The three agency relationships mean that when an evacuation is called, local fire and emergency management already understand Oakmont's population profile and what the community needs. The dual-scenario TTX surfaced gaps that the planning process alone couldn't have found — the kind of decision-making breakdowns that only show up under pressure. Those gaps were documented and assigned for correction. The Train-the-Trainer model means the work compounds after TLR leaves, rather than eroding.

This engagement also resolved the MYN/OVA dynamic by creating a formal structure that both groups could work within. Informal preparedness networks are assets — but only if they're connected to the official response structure when an actual emergency occurs. That connection is now built in.

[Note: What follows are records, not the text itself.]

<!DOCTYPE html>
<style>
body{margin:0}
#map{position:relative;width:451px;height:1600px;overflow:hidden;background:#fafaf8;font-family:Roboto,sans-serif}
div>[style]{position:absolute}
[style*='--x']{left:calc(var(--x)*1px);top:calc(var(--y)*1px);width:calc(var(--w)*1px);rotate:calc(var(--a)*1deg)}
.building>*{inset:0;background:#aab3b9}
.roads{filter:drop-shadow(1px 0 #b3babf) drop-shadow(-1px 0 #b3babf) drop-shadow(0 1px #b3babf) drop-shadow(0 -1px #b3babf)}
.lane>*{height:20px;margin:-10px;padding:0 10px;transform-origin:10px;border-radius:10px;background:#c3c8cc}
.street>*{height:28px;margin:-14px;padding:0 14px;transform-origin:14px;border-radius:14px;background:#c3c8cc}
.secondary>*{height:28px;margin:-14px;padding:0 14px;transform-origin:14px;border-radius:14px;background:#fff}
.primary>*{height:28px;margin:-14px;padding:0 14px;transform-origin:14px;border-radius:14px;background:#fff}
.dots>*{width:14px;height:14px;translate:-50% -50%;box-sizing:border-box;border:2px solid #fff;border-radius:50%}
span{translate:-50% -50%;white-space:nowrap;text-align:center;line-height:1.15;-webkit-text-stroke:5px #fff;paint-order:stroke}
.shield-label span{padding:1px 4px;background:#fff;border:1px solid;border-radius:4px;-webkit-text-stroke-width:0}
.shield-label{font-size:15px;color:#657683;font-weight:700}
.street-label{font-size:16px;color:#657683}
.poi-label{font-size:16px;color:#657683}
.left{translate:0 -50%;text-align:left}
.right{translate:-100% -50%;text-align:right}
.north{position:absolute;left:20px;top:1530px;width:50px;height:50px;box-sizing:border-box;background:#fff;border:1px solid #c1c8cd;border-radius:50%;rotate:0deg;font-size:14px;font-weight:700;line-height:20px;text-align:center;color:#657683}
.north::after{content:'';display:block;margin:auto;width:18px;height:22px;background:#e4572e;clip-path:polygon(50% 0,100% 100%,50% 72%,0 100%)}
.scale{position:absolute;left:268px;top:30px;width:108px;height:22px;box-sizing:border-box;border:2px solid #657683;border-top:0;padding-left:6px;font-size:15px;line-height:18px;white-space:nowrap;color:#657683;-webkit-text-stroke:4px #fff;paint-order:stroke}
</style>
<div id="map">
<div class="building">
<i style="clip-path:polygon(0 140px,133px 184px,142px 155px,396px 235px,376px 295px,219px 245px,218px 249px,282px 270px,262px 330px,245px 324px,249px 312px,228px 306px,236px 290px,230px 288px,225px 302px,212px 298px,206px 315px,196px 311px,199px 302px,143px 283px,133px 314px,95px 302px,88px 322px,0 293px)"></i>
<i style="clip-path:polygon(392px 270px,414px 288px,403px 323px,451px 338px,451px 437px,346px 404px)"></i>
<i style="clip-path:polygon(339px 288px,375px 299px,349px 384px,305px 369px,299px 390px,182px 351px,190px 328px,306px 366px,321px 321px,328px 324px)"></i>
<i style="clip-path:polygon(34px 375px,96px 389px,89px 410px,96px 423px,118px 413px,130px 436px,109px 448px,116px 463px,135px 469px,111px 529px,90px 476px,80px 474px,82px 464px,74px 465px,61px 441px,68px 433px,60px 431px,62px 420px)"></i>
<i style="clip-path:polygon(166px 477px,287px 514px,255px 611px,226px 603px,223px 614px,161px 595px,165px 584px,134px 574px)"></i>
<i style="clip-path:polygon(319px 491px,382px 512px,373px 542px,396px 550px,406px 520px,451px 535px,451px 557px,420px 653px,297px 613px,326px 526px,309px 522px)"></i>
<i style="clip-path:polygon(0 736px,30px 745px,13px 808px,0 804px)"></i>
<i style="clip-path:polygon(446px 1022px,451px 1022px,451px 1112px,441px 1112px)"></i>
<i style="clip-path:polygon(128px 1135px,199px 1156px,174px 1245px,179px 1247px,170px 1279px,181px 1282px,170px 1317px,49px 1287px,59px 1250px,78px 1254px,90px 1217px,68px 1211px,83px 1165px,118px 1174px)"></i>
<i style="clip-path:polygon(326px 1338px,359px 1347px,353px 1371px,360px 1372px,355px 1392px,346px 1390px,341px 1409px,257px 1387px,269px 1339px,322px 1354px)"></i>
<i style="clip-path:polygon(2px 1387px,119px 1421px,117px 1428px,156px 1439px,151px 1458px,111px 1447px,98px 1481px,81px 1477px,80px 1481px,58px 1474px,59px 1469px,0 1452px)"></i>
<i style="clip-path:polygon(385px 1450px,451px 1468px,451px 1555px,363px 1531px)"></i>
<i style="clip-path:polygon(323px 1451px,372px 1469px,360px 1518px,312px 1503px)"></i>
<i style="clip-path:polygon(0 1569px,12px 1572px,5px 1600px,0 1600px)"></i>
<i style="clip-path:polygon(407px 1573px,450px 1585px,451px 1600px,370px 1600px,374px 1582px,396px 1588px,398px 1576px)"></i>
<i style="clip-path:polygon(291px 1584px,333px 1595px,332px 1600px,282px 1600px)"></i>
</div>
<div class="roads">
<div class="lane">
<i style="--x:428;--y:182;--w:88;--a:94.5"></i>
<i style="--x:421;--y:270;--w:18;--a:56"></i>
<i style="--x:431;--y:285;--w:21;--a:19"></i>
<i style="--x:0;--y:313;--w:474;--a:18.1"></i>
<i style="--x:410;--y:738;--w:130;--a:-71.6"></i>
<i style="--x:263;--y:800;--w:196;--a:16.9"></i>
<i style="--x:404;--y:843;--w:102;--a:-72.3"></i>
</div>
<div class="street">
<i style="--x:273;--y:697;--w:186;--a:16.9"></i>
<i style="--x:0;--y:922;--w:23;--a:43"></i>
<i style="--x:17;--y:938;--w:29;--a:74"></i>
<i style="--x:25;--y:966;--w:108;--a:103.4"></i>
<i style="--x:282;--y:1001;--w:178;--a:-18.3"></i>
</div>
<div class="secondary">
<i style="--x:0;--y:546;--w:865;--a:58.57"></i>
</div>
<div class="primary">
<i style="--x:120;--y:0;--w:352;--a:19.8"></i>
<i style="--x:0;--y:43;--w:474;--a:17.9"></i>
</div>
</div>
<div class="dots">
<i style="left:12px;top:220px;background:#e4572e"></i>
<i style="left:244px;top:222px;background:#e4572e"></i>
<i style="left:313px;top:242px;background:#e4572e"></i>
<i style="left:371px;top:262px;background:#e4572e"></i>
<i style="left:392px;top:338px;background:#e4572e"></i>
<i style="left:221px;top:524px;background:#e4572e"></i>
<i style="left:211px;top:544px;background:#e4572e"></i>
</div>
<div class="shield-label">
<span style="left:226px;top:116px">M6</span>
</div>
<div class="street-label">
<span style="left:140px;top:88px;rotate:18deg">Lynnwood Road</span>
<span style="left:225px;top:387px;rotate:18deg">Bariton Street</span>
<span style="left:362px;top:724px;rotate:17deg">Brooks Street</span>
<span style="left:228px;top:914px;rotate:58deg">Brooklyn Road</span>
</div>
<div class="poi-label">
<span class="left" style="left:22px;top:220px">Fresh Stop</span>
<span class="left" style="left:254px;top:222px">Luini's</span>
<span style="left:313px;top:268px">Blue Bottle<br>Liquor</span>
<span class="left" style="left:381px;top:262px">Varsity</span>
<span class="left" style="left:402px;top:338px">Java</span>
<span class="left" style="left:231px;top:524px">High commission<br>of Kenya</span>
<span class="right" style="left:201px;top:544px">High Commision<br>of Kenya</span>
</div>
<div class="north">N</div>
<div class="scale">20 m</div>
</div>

Readiness Framework · Applied
A community isn't ready because it intends to evacuate. It's ready because it has practiced, aligned its agencies, and built its plan around the people who are hardest to move.

TLR's Readiness framework evaluates organizational capacity across six domains. At Oakmont, the primary gaps were in Planning & Documentation (no formal EOP), Operational Capacity (no exercise history), and Governance & Leadership (unclear ownership between MYN and OVA). The dual-scenario TTX was readiness assessment in its most direct form — stress-testing the plan against the actual threats the community faces, with the people who would have to execute it. The 22 participants who completed the exercise know more about Oakmont's gaps than any document review could have surfaced.

Trust Infrastructure Framework · Applied
If the residents who need the most help don't trust the plan — or don't know it exists — the plan doesn't work.

TLR's Trust Infrastructure framework asks whether communities will engage when it counts. In a 55+ community with significant AFN populations, renters, and residents with limited English proficiency, the answer to that question depends on whether the plan was built with them or around them. TLR's approach centered AFN residents in the planning design — not as a compliance checkbox, but as a structural requirement. The agency coordination work closed the institutional trust gap: when Sonoma County Emergency Management and local fire agencies know Oakmont's population and plan, the community is part of the official response network rather than isolated from it.